Elixiron Reports 80% PET Reduction Phase 2

Interim Phase 2 Findings for Enrupatinib

Elixiron Immunotherapeutics (TPEx:7871) issued a press release on 11 June 2026 announcing interim results from its ongoing open‑label Phase 2 study of enrupatinib, an oral colony‑stimulating factor 1 receptor inhibitor intended to modulate microglial‑driven neuroinflammation in Alzheimer’s disease. The trial enrolled participants with mild‑to‑severe Alzheimer’s disease who received enrupatinib at a dose of 448.2 mg taken orally twice daily for a 28‑day treatment period. The study is financially supported by the Alzheimer’s Association through its Part the Cloud programme.

Safety Profile

Among the seven evaluable participants, the company reported no drug‑related serious adverse events and no clinically significant hepatotoxicity, a safety distinction the firm highlighted relative to earlier drugs in the same class.

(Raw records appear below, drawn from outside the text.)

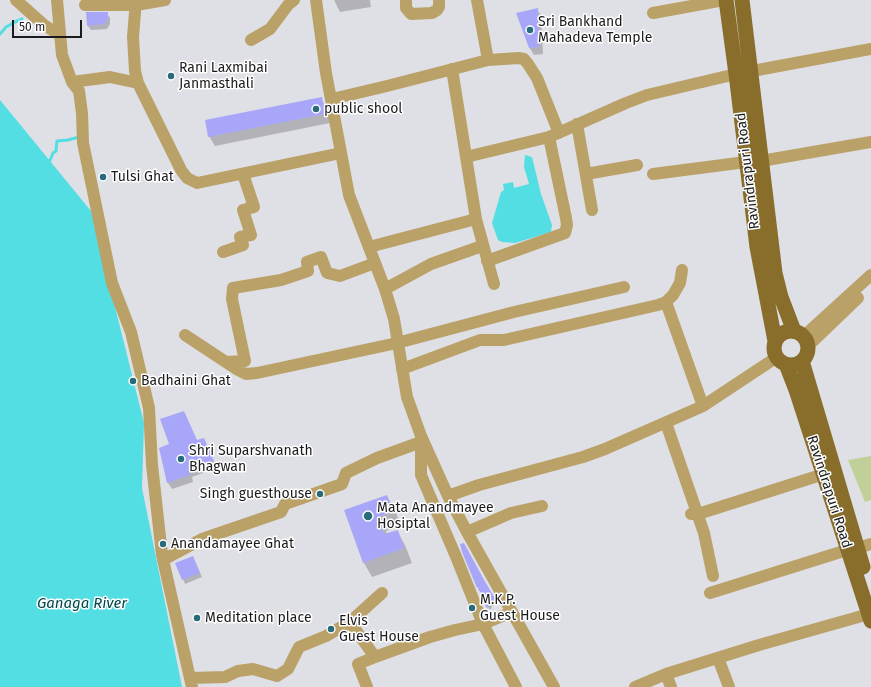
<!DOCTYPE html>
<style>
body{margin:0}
#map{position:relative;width:871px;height:687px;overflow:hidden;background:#dfdfe6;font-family:"Fira Sans",sans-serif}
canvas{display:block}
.scale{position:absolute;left:12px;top:20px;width:70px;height:18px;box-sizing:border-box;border:2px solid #1b1b1d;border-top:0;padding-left:5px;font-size:12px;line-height:14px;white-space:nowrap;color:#1b1b1d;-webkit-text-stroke:3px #fff;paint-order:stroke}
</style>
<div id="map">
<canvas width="871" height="687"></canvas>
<div class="scale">50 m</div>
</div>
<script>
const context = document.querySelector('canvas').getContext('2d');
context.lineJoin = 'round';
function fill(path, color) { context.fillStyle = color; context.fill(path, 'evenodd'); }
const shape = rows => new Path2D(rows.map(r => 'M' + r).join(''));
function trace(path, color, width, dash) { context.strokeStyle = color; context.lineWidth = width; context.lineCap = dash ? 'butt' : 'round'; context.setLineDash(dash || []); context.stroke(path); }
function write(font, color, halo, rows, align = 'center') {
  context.font = font + ' "Fira Sans",sans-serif'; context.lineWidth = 3; context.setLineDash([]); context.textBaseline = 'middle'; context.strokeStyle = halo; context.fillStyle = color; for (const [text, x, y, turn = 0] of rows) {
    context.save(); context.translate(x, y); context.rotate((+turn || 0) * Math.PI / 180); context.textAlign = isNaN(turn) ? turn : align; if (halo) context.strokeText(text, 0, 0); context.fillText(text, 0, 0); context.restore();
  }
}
fill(shape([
 [871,456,871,500,865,502,848,460]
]), '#c1cf98');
fill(shape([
 [0,100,91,211,144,423,142,488,182,687,0,687],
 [525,155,532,157,541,194,552,225,551,232,515,243,502,242,498,240,492,223,501,192,504,190,503,184,513,182,514,188,529,184,524,167]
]), '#52dee3');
fill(shape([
 [334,0,370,0,371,7,340,12],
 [537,9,541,16,543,54,534,55,529,47],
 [107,14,110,18,110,24,107,29,91,30,88,26],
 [321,99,327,108,330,123,215,146,209,136],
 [197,441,207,446,217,468,192,477,193,482,172,489,168,483,160,449],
 [387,496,395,510,401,526,386,531,387,535,397,531,405,545,412,563,372,577,364,563,345,511],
 [193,557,202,577,185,584,183,579],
 [483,580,498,604,492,606,491,609,489,609,478,587]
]), '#0003');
trace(shape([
 [0,34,6,27,15,22,22,19],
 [49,163,53,153,56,151,57,141,68,140,79,137]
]), '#52dee3', 3);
fill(shape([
 [538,8,539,47,529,48,516,13],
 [86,12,108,12,108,19,104,24,87,26],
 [322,97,325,114,208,137,205,120],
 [184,411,197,440,204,438,214,461,189,471,190,475,167,483,159,448,169,444,160,419],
 [387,495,393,512,378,517,384,534,398,530,404,548,363,563,344,510],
 [464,543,483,578,496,600,490,602,487,609,480,591,479,591,478,587,477,588,462,552,460,544],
 [193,556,200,573,182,580,175,563]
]), '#a8a6f9');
trace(shape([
 [16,0,44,25,60,35],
 [57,0,62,55,72,82,79,91,82,113,83,143,112,283,131,332,149,408,152,465,162,555,192,687],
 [136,0,133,37,135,71,138,83,181,170,187,178,197,183,341,153],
 [316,0,326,73,349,195,385,289,394,319,407,397,421,436,448,496,467,532,554,687],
 [406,0,406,8,411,14,432,13,437,10,439,7,439,0],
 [477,0,488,60],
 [85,5,136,5,165,0],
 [653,13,724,0],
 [251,40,270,29,288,5,294,0],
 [452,69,476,219,494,284],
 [72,82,110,77,138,83],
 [332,99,387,86,488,60,519,58,524,59,528,64,537,78,559,133],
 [577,124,592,210],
 [466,157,549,137,626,103,647,95,736,74,871,49],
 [761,161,871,142],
 [586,174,637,165],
 [653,174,746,162],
 [369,247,476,219],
 [223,252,243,245,240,237,251,235,243,210,254,207,243,174],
 [487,261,565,233,567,225,566,218,549,137],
 [385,289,431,264,482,246],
 [666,302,703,406],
 [185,335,238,370,246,374,257,373,397,343,514,312,624,287],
 [804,336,871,275],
 [808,346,858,298],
 [226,362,245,361,232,299,233,288,281,280,308,271,307,262,321,257,327,273,340,276,375,263],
 [402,369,480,340,504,340,658,305,666,302,673,295,680,283,682,270],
 [666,423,704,533,713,576],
 [421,439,421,475,457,559,483,624,516,687],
 [448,496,479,485,583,457,605,449,703,406,777,357],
 [691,514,698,514,824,474],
 [467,532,511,513,542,506],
 [858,548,871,544],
 [163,560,202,539,281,512,285,504,342,484,346,473,377,458,421,442],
 [710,593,847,550],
 [350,622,382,593],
 [718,658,729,687],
 [666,674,671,687],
 [190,678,225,677,238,671,253,669,277,676,288,669,299,647,326,636,350,622,375,657,430,637,455,630,483,624,512,612],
 [367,687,358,664,375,657],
 [635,687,666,674,759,645,869,614]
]), '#baa168', 12);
trace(shape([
 [726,0,736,74,757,247,775,341],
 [742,0,775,273,781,297,794,331],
 '774 348a17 17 0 1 1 34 0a17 17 0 1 1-34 0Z',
 [802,361,863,567],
 [786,364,796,390,871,621]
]), '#896e2b', 15);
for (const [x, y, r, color] of [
 [530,30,4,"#276b7c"],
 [171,76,4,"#276b7c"],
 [316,109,4,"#276b7c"],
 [103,177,4,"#276b7c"],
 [133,381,4,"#276b7c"],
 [181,459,4,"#276b7c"],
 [320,494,4,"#276b7c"],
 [368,516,5,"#276b7c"],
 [163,544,4,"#276b7c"],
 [472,608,4,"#276b7c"],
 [197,618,4,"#276b7c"],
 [331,629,4,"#276b7c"]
]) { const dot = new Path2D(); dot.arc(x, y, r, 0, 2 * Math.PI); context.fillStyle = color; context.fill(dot); trace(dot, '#fff', 1.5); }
write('14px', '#1b1b1d', '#fff', [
 ["Sri Bankhand",538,22],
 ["Mahadeva Temple",538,38],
 ["Rani Laxmibai",179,68],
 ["Janmasthali",179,84],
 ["public shool",324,109],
 ["Tulsi Ghat",111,177],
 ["Badhaini Ghat",141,381],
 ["Shri Suparshvanath",189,451],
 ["Bhagwan",189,467],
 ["Singh guesthouse",312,494,"right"],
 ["Mata Anandmayee",377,508],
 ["Hosiptal",377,524],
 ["Anandamayee Ghat",171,544],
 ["M.K.P.",480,600],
 ["Guest House",480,616],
 ["Meditation place",205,618],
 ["Elvis",339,621],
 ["Guest House",339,637]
], 'left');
write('14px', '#1b1b1d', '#fff', [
 ["Ravindrapuri Road",748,171,-97],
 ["Ravindrapuri Road",829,492,72]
]);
write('italic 15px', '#024548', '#fff', [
 ["Ganaga River",82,604]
]);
</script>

Biomarker and Imaging Outcomes

In a biomarker‑defined subgroup, 80 % of participants achieved reductions exceeding 30 % in TSPO‑PET imaging signals across multiple brain regions, with a statistically significant reduction observed specifically in the Posterior Cingulate/Precuneus region. Across the broader PET‑evaluable population, 57 % of participants demonstrated reductions in neuroinflammation signals from baseline.

Cognitive Signal

One participant who exhibited a TSPO‑PET response also showed an 8‑point increase in Mini‑Mental State Examination (MMSE) score from baseline. The company emphasized that the study was not designed or powered to evaluate cognitive efficacy at this interim stage.

Future Development

Preliminary analyses identified a candidate predictive biomarker, and Elixiron plans to launch a placebo‑controlled study that will use this biomarker to select participants. The interim findings are based on a limited number of subjects; the company cautioned that final results may differ and provided no assurance that the observed findings will be replicated in larger studies.

Drug Mechanism

Enrupatinib is described as an investigational oral inhibitor of colony‑stimulating factor 1 receptor, aimed at reducing microglial‑driven neuroinflammation, a hypothesised driver of Alzheimer’s pathology.